Try to print the graph with different number of samples (i.e. a small number of values, and then more and more). What do you observe?

In [ ]:

```
todo todo todo
```

We are now going to manipulate discrete distributions.

In [ ]:

```
size_x = 10
size_y = 5
logits = np.random.rand(size_x, size_y)
logits
```

What does the following two cells compute? Why do we need to do that? Try to understand this precisely!

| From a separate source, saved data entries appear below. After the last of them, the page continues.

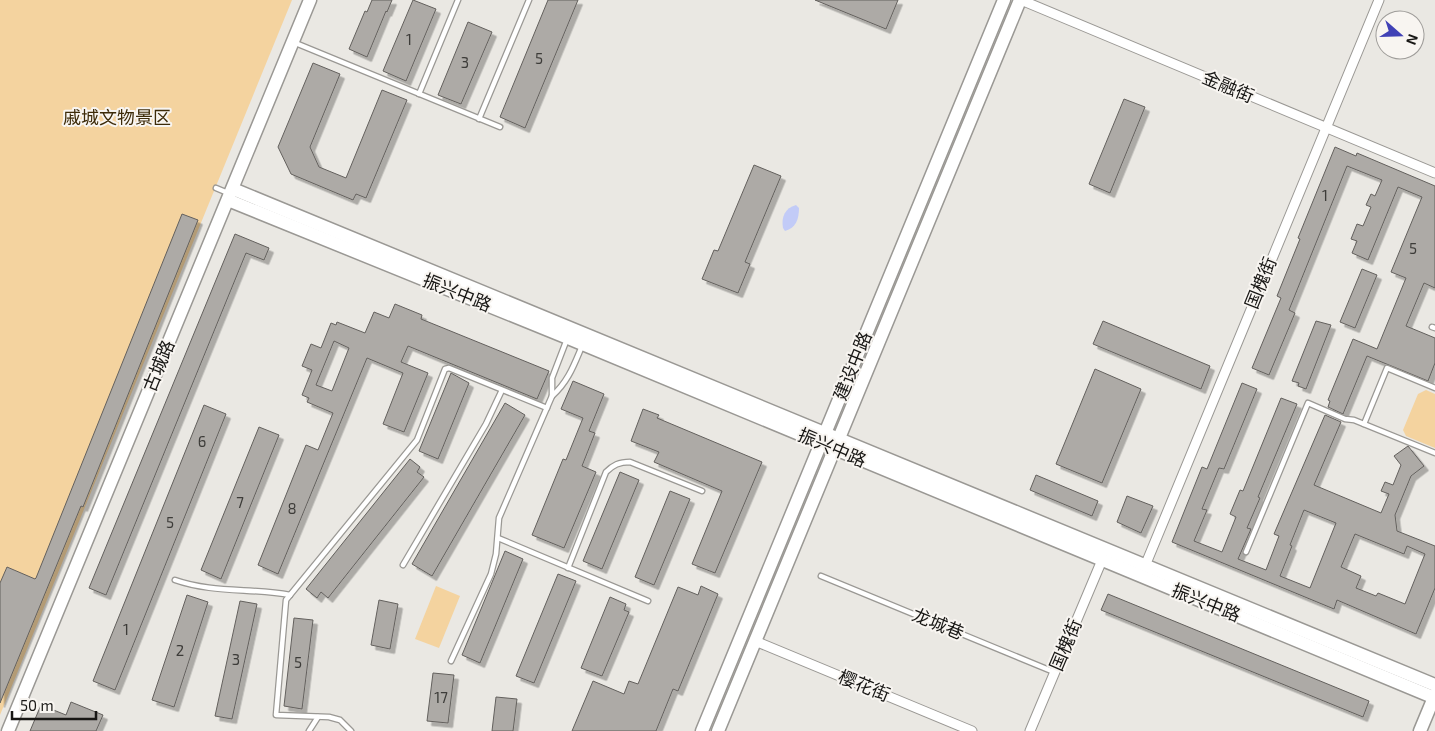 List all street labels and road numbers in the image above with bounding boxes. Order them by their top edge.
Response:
street label: 金融街 [1199,65,1258,107]
street label: 国槐街 [1240,253,1280,312]
street label: 振兴中路 [420,268,495,316]
street label: 建设中路 [828,328,876,403]
street label: 古城路 [138,336,178,395]
street label: 振兴中路 [795,423,870,471]
street label: 振兴中路 [1169,578,1244,626]
street label: 龙城巷 [909,603,968,643]
street label: 国槐街 [1044,615,1086,674]
street label: 樱花街 [835,665,894,705] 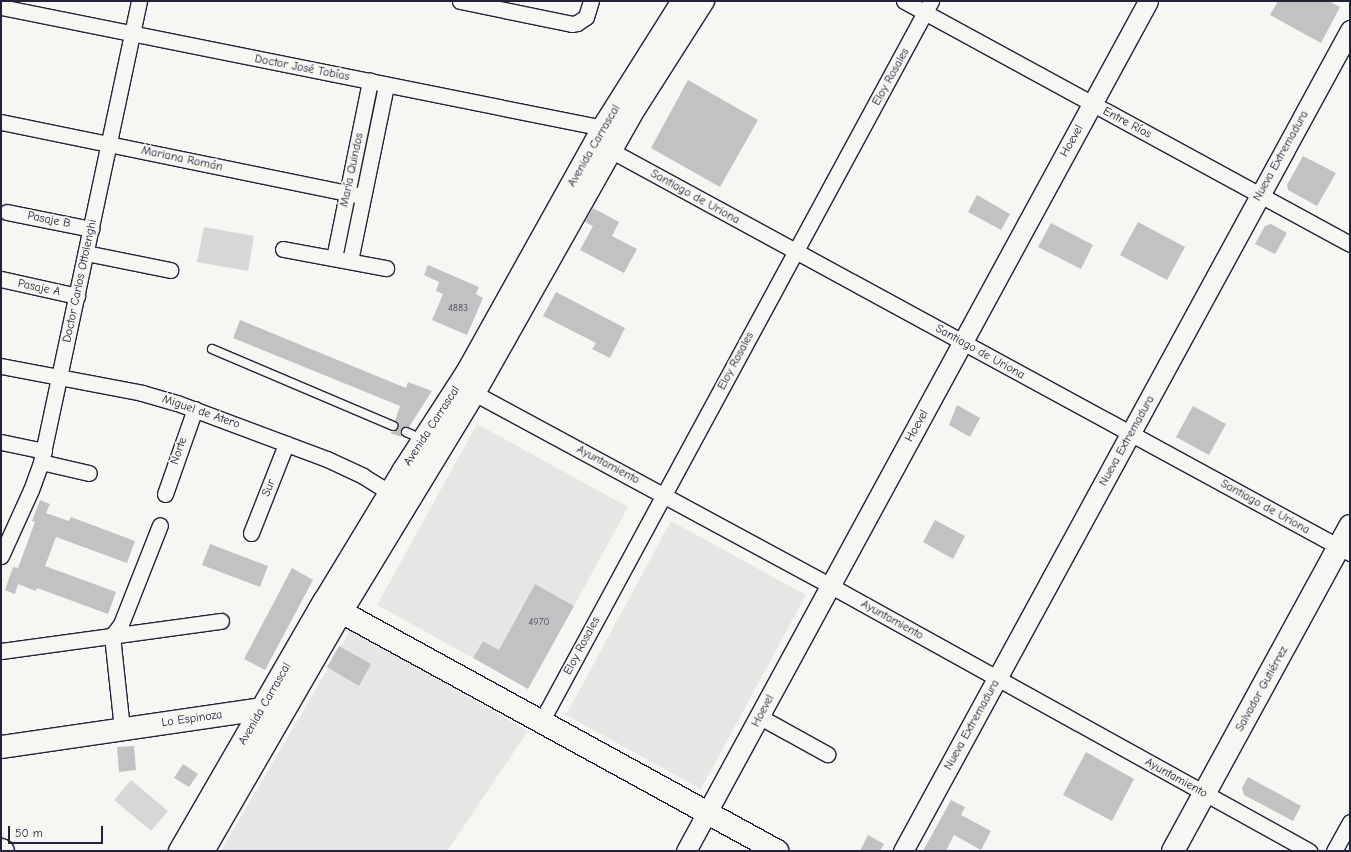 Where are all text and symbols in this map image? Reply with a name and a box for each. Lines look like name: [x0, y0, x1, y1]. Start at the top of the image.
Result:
street label: Eloy Rosales: [869, 46, 913, 108]
street label: Doctor José Tobías: [253, 52, 351, 84]
street label: Avenida Carrascal: [565, 102, 623, 190]
street label: Entre Ríos: [1100, 104, 1154, 142]
street label: Nueva Extremadura: [1250, 108, 1312, 204]
street label: Hoevel: [1057, 122, 1087, 160]
street label: María Quindos: [337, 132, 367, 208]
street label: Mariana Román: [140, 143, 224, 175]
street label: Santiago de Uriona: [648, 166, 742, 228]
street label: Pasaje B: [26, 209, 72, 231]
street label: Doctor Carlos Ottolenghi: [60, 218, 100, 344]
street label: Pasaje A: [16, 276, 62, 300]
house number: 4883: [448, 303, 468, 315]
street label: Santiago de Uriona: [933, 321, 1027, 383]
street label: Eloy Rosales: [715, 330, 757, 392]
street label: Avenida Carrascal: [401, 383, 463, 469]
street label: Miguel de Atero: [160, 392, 242, 432]
street label: Nueva Extremadura: [1096, 393, 1158, 489]
street label: Hoevel: [902, 407, 932, 445]
street label: Norte: [168, 435, 190, 467]
street label: Ayuntamiento: [574, 442, 642, 488]
street label: Santiago de Uriona: [1218, 476, 1312, 538]
street label: Sur: [259, 477, 279, 499]
street label: Ayuntamiento: [858, 597, 926, 643]
street label: Eloy Rosales: [561, 615, 603, 677]
house number: 4970: [529, 617, 549, 629]
street label: Salvador Gutiérrez: [1233, 644, 1291, 734]
street label: Avenida Carrascal: [236, 660, 294, 748]
street label: Nueva Extremadura: [941, 677, 1003, 773]
street label: Hoevel: [749, 692, 777, 730]
street label: Lo Espinoza: [161, 708, 223, 730]
street label: Ayuntamiento: [1142, 755, 1210, 801]
scale bar: [10, 818, 105, 844]
text: 50 m: [15, 826, 43, 840] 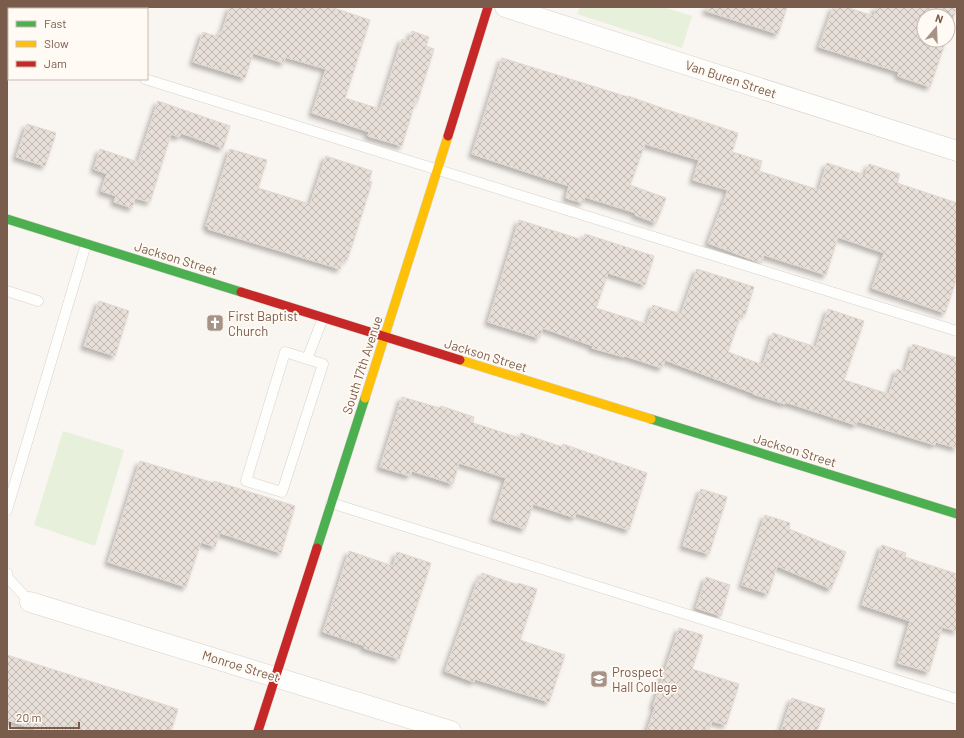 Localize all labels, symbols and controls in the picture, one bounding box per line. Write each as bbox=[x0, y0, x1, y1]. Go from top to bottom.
legend bbox=[8, 8, 148, 80]
north arrow bbox=[916, 8, 956, 48]
text: N bbox=[934, 11, 945, 25]
text: Fast bbox=[44, 16, 67, 30]
text: Slow bbox=[44, 36, 69, 50]
text: Jam bbox=[44, 56, 67, 70]
street label: Van Buren Street bbox=[683, 57, 779, 101]
street label: Jackson Street bbox=[133, 238, 219, 278]
place label: First Baptist Church bbox=[228, 308, 298, 339]
church icon: First Baptist Church bbox=[205, 313, 225, 333]
street label: South 17th Avenue bbox=[339, 314, 385, 416]
street label: Jackson Street bbox=[443, 335, 529, 375]
street label: Jackson Street bbox=[752, 430, 838, 470]
street label: Monroe Street bbox=[200, 647, 282, 685]
place label: Prospect Hall College bbox=[612, 664, 678, 695]
school or university icon: Prospect Hall College bbox=[589, 669, 609, 689]
scale bar bbox=[10, 704, 79, 730]
text: 20 m bbox=[16, 710, 42, 724] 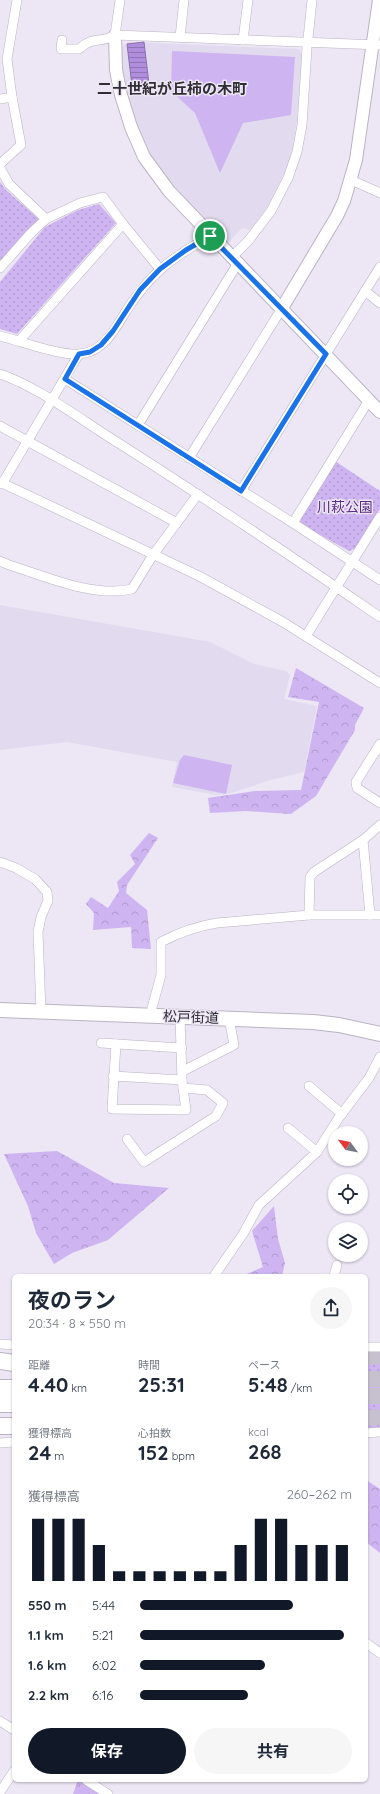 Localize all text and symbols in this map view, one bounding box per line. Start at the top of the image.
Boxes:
district label: 二十世紀が丘柿の木町 [97,79,247,98]
pin [193,219,227,253]
icon: arrive [199,225,221,247]
park label: 川萩公園 [317,498,373,516]
street label: 松戸街道 [163,1007,219,1027]
north arrow [328,1126,368,1166]
map controls [328,1126,368,1262]
button: locate [328,1174,368,1214]
button: layers [328,1222,368,1262]
text: 夜のラン [28,1286,116,1314]
button: share [310,1287,352,1329]
text: 20:34 · 8 × 550 m [28,1315,126,1331]
text: 距離 [28,1358,50,1372]
text: 時間 [138,1358,160,1372]
text: ペース [248,1358,280,1372]
text: 4.40 [28,1372,68,1397]
text: 25:31 [138,1372,185,1397]
text: 5:48 [248,1372,288,1397]
text: km [68,1381,87,1395]
text: /km [288,1381,312,1395]
text: kcal [248,1425,269,1439]
text: 獲得標高 [28,1426,72,1440]
text: 心拍数 [138,1426,171,1440]
text: 268 [248,1439,281,1464]
text: 24 [28,1440,51,1465]
text: 152 [138,1440,169,1465]
text: m [51,1449,64,1463]
text: bpm [169,1449,195,1463]
text: 260–262 m [287,1486,352,1502]
text: 獲得標高 [28,1488,80,1504]
text: 550 m [28,1597,67,1613]
text: 5:44 [92,1597,115,1613]
text: 1.1 km [28,1627,64,1643]
text: 5:21 [92,1627,114,1643]
text: 1.6 km [28,1657,67,1673]
text: 6:02 [92,1657,116,1673]
text: 2.2 km [28,1687,69,1703]
text: 6:16 [92,1687,113,1703]
button: 保存 [28,1728,186,1774]
button: 共有 [194,1728,352,1774] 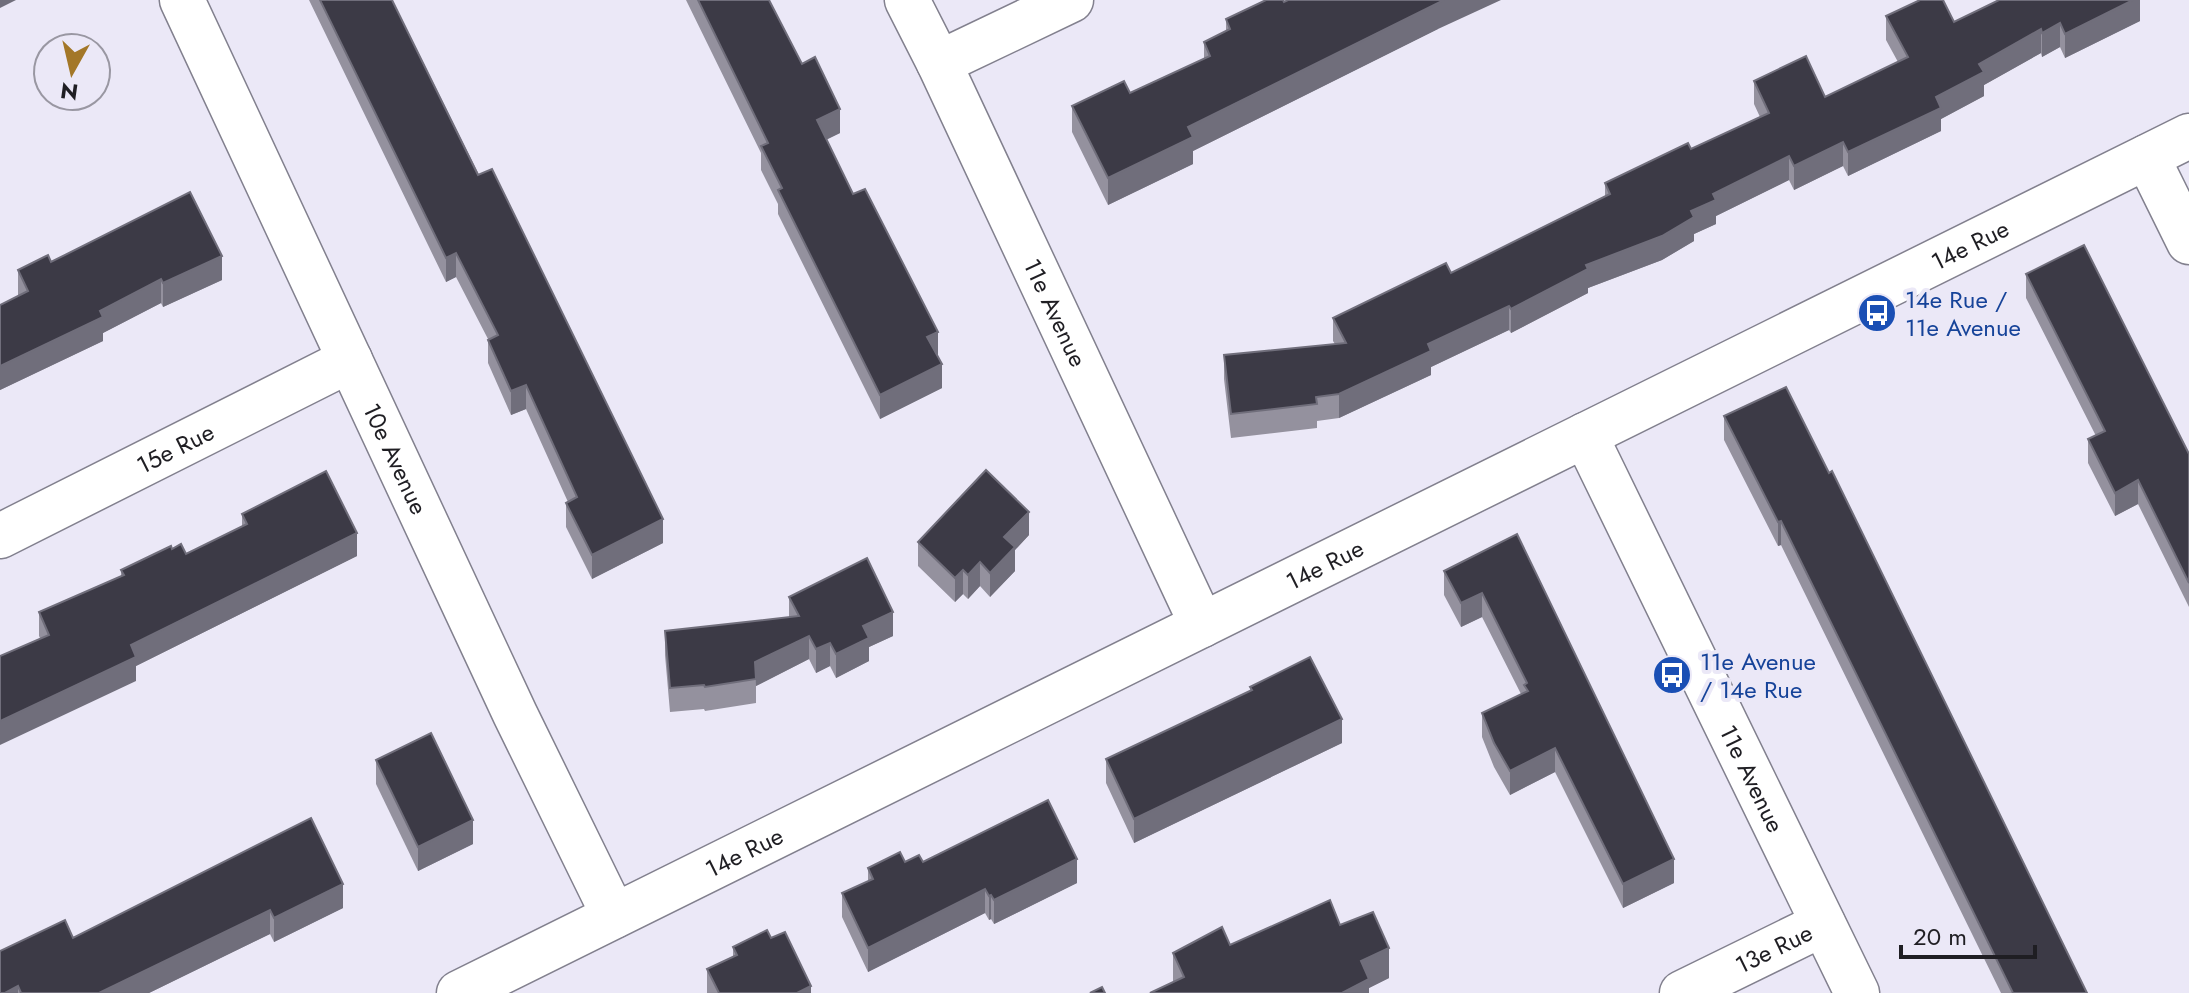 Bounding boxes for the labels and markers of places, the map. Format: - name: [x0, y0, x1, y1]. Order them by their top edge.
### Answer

Bonus: try to stabilize the softmax function, see https://timvieira.github.io/blog/post/2014/02/11/exp-normalize-trick/

In [ ]:

```
def softmax(v):
if len(v.shape) != 1:
raise RuntimeError("v must be a vector")
return np.exp(v) / np.exp(v).sum()
```

In [ ]:

```
joint_distrib = softmax(logits.reshape(size_x * size_y)).reshape(size_x, size_y)
joint_distrib
```

In [ ]:

```
# check that it is a valid distribution
print(joint_distrib.sum(), np.alltrue(joint_distrib >= 0))
```

From the joint distribution parameters, compute:

- the parameters of the marginals distribution p(y)
- the parameters of the conditional distribution p(x | y)
- transform p(y) and p(x | y) to get back the joint distribution parameters, i.e. joint_distrib2
- check that joint_distrib and joint_distrib2 are (almost) equal (use np.allclose)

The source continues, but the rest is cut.